While there has been a small rise in the number of BME teachers, the number in senior positions remains considerably lower. Around 78% of the working age population is White British, yet account for 93% of headteachers, 90% of deputy heads and 85% of classroom teachers. In comparison, less than 1% of all state school heads are of Black African or Caribbean descent.
These figures reflect deputy head Adrian Rollins, former special school head Audrey Pantelis, and multi-academy trust (MAT) CEOs Clive Webster and David Hermitt’s perceptions that black educators are still grossly underrepresented in our schools, particularly at leadership level. Indeed, when preparing to conduct these interviews, MAT governance data showed David (CEO of Congleton Multi-Academy Trust) and Clive (CEO of Kent Catholic Schools’ Partnership) were two of three black MAT CEOs I managed to identify. That’s just three out of over 1,500 in the country.
As highlighted in a recent OECD report, children need to see themselves reflected in a diverse range of role models to help broaden their aspirations and career prospects (as David said, “the future MAT CEOs are sitting in our schools right now”), but NASUWT's report on inclusion in teaching shows that BME teachers were more likely than their white counterparts to leave the profession due to the challenges they faced as teachers of colour. Respondents cited failures of management to deal with racist incidents, being pushed towards stereotypical roles (such as pastoral care in diverse schools), and a general lack of support.
While it’s important that black people see themselves reflected in all aspects of public life, it’s important that white people do too. We shouldn’t just strive for diversity in predominantly black schools or areas with large black populations. Only 3% of teachers in the North East are from a minority background, making it extremely unlikely that pupils in the region will ever be taught by a black or brown teacher. Surely, the presence of more BME teachers would show children and communities that people from a whole range of ethnicities are an integral part of modern Britain.
There is no one way to tackle racial bias within British education system. While mentoring schemes for BME teachers, such as the NEU’s Equal Access to Promotion course, are essential to improving progression for BME teachers, it is evident that we need more people of colour in education at every level to act as role models and broaden the aspirations of children who look like them, and those who don’t.
The DfE’s equality and diversity fund is a step in the right direction, but curricula that engage and affirm the identities, cultures and experiences of everyone within and beyond the classroom, that engender a sense of social justice in students, will ensure that more children leave school equipped with the confidence, resilience and tools needed to disrupt and dismantle the status quo.
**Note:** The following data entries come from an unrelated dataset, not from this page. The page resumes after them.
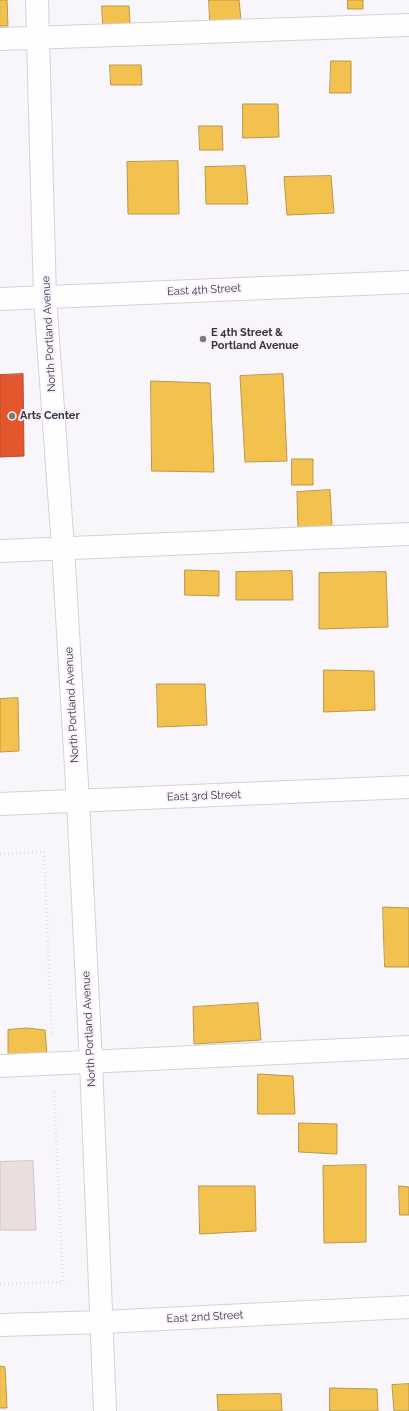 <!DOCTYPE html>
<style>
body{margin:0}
canvas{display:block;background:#f9f6fb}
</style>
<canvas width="409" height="1411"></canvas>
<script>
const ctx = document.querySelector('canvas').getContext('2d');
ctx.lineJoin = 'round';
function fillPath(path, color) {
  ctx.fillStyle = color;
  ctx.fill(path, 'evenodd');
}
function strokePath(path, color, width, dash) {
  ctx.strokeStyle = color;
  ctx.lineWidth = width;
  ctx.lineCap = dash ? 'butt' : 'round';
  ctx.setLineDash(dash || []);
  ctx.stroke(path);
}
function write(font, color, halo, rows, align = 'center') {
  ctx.font = font + ' Raleway,sans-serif';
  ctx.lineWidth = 4;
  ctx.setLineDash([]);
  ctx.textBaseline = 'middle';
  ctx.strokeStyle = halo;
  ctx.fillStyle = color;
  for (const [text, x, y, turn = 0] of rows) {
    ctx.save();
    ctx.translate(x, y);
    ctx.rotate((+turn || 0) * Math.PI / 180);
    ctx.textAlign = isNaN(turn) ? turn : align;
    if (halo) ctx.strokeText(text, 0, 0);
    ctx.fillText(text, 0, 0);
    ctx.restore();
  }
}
const homes = new Path2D(`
 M0,0h7l1,26h-8z
 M209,0h30l2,20 -31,1z
 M348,0h15v9h-15z
 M102,6h27l1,18h-27z
 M331,61h20v32h-21z
 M110,65h31l1,20h-31z
 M243,104h35l1,33 -36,1z
 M199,126h23l1,24h-23z
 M178,161l1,53h-51l-1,-52z
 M245,166l3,38h-42l-1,-37z
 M331,176l3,37 -47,2 -3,-38z
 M283,374l4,87 -42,1 -5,-86z
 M151,381l59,2 4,89 -62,-1z
 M292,459h21v26h-21z
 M330,490l2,37 -34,3 -1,-38z
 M185,570l34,1v25l-34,-1z
 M292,571l1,29h-57v-28z
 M386,572l2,55 -69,2v-56z
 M324,670l50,1 1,39 -51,2z
 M157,684h48l2,41 -49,2z
 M18,698l1,53 -19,1v-53z
 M383,907l26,1v59h-24z
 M258,1003l3,37 -67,4 -1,-37z
 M27,1028l18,2 2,25 -39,1v-26z
 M258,1074l35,2 2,38h-37z
 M299,1123l38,1v30l-38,-2z
 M366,1165v77l-42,1 -1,-77z
 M199,1186h56l1,45 -56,3z
 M399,1186l10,1v28h-9z
 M0,1366l5,1 2,41h-7z
 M409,1384v27h-15l-2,-26z
 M330,1388l47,1 1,22h-48z
 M281,1394l1,17h-64l-1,-16z`);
const shops = new Path2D(`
 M23,374l1,82 -24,1v-82z`);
const building = new Path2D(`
 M33,1161l3,69h-36v-68z`);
const path = new Path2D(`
 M0,854l44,-2 8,183
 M0,1284l63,-2 -9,-190`);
const minor = new Path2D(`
 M37,0l8,298 18,250 15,253 13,262 14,348
 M0,39l409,-14
 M0,551l409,-17
 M0,804l409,-17
 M0,1066l409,-19
 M0,1325l102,-3 307,-15`);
const major = new Path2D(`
 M0,299l409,-17`);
const markers = [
 [203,339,4,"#7e7980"],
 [12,416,4,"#7e7980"]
];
const streetNames = [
 ["East 4th Street",204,290,-3],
 ["North Portland Avenue",49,334,-93],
 ["North Portland Avenue",72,705,-93],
 ["East 3rd Street",204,796,-2],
 ["North Portland Avenue",89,1029,-93],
 ["East 2nd Street",205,1317,-3]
];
const poiNames = [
 ["E 4th Street &",211,333],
 ["Portland Avenue",211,346],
 ["Arts Center",20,416]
];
fillPath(homes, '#f2c14e');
strokePath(homes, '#bb9749', 1);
fillPath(shops, '#e4572e');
strokePath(shops, '#b14d32', 1);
fillPath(building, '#ebdedf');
strokePath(building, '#ccc6c8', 1);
strokePath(minor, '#d5d1d7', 24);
strokePath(major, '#d5d1d7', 24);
strokePath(path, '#e2e1e3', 2.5, [1, 3]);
strokePath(minor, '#fefefe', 22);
strokePath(major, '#fefefe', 22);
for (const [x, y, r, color] of markers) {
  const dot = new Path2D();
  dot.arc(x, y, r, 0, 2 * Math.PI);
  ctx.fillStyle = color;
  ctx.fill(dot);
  strokePath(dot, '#faf3fe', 1.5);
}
write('11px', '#3b363d', '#faf3fe', streetNames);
write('bold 11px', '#3b363d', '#faf3fe', poiNames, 'left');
</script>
This shouldn’t just apply to students; according to the latest newly qualified teachers (NQT) annual survey, 70% of NQTs don’t feel prepared to teach children of colour. Such training is essential to avoid racist stereotyping of black and brown children in their classrooms and playgrounds, and can go some way to alleviate unconscious bias in the recruitment process, breaking down barriers.
While Black History Month has officially come to an end, it’s important that that conversations about inclusion and diversity in education and beyond take place every day of the year. Only through minority voices shaping the debate and striving for diversity in schools will we begin to see a future in which BME teachers are represented at every level.